The required result is a copy of each line below in which "shaded" appears.

─── Dataset records ───

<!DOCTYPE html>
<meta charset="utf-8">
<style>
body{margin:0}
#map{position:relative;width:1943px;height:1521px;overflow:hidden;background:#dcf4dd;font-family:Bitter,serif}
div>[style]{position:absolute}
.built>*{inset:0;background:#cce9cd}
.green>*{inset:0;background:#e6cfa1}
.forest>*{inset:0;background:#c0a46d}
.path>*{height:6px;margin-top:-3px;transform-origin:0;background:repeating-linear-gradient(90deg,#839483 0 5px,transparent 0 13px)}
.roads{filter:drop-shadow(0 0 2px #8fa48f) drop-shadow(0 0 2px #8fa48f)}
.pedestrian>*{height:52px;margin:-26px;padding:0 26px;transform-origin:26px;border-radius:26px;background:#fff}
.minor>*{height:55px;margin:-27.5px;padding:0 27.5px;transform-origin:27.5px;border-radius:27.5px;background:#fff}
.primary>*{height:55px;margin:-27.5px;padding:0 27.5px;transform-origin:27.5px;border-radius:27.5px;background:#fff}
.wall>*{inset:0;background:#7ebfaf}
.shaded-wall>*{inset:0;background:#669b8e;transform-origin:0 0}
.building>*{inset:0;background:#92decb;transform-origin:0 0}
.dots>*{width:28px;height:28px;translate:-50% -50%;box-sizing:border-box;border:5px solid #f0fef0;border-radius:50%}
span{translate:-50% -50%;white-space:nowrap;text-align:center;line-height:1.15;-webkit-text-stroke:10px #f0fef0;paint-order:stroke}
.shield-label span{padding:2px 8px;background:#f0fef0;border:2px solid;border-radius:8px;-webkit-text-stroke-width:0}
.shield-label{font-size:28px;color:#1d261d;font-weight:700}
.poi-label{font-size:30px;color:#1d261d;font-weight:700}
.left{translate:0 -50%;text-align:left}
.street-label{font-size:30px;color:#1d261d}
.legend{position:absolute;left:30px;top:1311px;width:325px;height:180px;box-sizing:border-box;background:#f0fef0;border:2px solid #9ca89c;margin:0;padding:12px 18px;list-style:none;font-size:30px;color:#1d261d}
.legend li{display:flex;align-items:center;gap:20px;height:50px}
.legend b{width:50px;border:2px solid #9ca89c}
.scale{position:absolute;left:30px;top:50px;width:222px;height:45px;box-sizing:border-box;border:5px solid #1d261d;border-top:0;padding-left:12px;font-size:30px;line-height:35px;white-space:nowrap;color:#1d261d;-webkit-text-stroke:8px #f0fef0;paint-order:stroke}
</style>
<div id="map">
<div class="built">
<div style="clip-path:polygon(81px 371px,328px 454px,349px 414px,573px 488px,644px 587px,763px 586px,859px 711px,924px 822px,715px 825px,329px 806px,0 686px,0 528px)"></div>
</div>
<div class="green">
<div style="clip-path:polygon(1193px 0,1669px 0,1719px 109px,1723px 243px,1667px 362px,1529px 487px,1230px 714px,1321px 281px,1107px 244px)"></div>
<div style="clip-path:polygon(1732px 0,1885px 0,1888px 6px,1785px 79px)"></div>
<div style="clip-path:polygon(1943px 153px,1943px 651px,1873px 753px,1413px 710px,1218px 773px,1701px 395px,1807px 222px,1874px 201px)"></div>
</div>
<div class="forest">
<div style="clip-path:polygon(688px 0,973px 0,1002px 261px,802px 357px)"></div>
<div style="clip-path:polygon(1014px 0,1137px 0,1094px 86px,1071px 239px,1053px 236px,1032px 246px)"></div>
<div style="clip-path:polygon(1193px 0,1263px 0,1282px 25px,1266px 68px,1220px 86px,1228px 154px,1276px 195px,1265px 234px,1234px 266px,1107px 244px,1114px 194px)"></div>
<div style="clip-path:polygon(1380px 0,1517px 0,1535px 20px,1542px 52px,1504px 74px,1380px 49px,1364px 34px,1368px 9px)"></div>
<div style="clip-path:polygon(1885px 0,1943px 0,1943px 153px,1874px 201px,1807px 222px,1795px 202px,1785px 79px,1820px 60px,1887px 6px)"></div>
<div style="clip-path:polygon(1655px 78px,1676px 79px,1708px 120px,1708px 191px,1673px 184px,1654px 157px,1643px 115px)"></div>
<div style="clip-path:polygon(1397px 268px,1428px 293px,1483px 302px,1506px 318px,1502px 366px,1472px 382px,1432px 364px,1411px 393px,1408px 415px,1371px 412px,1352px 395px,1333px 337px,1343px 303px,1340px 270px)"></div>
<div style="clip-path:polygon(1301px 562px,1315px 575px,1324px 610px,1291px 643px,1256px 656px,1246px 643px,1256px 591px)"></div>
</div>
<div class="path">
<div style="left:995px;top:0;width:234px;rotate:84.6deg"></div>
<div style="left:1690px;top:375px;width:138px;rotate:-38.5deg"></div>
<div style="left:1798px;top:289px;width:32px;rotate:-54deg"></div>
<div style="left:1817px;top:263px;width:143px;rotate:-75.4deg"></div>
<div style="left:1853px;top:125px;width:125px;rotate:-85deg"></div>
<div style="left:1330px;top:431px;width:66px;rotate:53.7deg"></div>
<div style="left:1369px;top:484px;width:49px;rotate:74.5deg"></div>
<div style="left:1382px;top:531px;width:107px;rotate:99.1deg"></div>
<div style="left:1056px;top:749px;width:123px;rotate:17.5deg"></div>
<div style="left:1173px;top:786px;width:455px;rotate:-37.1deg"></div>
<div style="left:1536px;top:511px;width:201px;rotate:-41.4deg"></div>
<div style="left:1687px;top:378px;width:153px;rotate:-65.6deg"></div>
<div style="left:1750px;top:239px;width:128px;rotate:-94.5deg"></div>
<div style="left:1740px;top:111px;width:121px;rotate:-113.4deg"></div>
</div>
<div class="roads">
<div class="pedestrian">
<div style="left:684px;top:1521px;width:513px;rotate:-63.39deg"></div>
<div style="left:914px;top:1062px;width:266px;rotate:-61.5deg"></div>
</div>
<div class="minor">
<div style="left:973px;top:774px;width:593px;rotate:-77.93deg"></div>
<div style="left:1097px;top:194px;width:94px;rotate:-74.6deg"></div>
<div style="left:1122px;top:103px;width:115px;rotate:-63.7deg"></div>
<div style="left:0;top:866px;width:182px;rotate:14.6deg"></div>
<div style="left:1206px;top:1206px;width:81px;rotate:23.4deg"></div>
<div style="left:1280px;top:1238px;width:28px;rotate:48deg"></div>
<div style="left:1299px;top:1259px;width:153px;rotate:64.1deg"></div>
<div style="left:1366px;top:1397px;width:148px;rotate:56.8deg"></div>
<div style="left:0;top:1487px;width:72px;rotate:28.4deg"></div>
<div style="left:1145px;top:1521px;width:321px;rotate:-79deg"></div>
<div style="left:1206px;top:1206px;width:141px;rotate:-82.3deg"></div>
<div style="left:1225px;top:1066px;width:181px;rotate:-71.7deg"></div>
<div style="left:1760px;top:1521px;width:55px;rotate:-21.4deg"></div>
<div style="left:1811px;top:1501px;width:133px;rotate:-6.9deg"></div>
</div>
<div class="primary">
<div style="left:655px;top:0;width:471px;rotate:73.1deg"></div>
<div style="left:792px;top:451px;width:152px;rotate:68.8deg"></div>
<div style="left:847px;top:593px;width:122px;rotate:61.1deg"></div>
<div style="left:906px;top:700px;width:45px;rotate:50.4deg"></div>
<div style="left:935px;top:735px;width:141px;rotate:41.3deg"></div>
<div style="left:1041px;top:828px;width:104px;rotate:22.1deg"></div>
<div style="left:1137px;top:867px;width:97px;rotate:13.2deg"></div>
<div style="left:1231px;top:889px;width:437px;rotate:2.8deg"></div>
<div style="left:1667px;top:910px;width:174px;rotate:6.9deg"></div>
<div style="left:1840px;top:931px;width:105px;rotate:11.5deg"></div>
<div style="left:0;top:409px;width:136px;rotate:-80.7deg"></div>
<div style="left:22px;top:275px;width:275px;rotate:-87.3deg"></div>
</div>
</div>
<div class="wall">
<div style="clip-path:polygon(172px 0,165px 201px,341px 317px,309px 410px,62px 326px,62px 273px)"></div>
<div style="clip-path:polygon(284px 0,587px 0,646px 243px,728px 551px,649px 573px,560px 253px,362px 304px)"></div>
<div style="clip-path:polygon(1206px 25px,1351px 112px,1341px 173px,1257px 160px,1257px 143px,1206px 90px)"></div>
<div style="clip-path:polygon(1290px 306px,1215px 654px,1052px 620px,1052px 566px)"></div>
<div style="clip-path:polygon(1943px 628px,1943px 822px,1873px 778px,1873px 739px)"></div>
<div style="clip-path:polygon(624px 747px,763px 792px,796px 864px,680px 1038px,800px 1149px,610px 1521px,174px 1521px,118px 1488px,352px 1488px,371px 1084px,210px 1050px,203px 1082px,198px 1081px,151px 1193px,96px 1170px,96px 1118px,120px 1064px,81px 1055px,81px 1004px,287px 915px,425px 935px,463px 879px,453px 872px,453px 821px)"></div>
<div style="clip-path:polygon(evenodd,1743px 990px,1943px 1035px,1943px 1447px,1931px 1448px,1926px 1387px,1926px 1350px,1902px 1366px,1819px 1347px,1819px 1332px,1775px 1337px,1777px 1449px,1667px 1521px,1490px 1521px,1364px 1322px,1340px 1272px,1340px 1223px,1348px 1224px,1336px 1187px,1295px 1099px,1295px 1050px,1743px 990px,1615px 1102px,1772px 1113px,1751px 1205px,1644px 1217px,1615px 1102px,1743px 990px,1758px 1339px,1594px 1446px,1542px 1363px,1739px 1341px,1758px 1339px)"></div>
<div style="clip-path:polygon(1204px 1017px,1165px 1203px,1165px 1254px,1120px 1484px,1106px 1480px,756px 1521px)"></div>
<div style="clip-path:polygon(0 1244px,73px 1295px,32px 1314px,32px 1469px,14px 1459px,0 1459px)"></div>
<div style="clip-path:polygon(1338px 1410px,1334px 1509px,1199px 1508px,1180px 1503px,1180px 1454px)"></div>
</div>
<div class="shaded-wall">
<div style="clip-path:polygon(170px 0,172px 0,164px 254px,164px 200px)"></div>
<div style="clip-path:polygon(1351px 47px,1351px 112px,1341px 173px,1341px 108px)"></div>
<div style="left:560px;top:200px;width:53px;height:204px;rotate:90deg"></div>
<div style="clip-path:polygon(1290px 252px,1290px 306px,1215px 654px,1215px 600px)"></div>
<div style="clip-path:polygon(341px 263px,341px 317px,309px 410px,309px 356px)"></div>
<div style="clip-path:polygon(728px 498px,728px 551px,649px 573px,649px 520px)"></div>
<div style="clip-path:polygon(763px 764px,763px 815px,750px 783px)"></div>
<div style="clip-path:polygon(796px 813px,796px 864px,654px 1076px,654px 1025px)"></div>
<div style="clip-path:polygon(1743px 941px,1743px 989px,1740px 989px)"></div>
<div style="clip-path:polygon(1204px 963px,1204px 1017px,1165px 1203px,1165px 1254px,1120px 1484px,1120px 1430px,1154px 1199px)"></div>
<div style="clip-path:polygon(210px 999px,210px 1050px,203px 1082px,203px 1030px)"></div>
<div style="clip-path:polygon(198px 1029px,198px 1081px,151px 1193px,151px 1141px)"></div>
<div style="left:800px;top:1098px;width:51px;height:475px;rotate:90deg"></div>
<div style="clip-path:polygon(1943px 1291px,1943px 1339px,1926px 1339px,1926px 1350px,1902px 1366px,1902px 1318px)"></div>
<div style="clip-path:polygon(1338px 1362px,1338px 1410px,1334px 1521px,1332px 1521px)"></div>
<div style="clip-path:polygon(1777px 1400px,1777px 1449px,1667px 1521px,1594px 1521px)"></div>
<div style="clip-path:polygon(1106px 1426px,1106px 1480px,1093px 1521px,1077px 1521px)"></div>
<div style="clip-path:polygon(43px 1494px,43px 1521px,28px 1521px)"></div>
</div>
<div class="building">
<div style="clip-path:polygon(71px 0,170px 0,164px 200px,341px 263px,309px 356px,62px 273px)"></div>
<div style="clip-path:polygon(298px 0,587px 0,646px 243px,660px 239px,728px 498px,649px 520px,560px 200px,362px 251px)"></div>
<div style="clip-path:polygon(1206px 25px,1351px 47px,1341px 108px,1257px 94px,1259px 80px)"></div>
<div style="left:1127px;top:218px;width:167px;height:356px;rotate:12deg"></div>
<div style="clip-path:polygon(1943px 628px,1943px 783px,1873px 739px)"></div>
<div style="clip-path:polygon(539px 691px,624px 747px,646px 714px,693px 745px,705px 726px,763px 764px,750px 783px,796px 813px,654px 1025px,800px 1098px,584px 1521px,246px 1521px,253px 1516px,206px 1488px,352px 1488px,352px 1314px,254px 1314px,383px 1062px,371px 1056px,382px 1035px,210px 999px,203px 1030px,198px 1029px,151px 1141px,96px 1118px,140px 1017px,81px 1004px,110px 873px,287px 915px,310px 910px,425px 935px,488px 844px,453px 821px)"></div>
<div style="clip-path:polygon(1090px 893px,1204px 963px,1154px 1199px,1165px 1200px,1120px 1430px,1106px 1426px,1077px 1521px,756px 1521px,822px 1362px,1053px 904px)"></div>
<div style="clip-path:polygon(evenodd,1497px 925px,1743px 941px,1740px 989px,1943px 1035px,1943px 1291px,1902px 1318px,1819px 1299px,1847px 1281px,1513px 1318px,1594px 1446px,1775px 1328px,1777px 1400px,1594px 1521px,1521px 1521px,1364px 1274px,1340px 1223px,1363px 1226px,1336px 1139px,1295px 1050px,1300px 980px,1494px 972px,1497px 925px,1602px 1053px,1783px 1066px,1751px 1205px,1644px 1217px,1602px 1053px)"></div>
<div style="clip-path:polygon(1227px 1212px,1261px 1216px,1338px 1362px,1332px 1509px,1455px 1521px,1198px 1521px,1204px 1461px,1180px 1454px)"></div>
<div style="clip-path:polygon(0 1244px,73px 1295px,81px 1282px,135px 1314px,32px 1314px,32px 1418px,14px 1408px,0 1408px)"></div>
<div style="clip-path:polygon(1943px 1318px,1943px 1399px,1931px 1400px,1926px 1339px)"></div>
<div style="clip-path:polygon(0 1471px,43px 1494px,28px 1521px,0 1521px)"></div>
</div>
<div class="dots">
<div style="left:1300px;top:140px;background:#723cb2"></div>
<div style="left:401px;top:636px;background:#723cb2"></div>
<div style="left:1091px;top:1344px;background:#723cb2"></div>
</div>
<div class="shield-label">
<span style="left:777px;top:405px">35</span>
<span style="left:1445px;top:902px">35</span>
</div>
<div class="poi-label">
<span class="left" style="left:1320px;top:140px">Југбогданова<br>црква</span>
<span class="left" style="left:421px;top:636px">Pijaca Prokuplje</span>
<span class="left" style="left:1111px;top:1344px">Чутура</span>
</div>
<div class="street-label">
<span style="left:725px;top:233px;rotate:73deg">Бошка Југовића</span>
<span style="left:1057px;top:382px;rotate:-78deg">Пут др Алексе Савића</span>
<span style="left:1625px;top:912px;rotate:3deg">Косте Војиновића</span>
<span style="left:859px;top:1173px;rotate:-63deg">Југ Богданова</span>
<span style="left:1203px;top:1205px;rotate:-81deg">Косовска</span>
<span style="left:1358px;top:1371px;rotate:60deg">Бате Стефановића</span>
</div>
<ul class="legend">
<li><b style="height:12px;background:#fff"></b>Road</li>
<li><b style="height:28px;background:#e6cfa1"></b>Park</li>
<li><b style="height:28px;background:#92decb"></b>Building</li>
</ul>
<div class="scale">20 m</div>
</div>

───

Written answer:
.shaded-wall>*{inset:0;background:#669b8e;transform-origin:0 0}
<div class="shaded-wall">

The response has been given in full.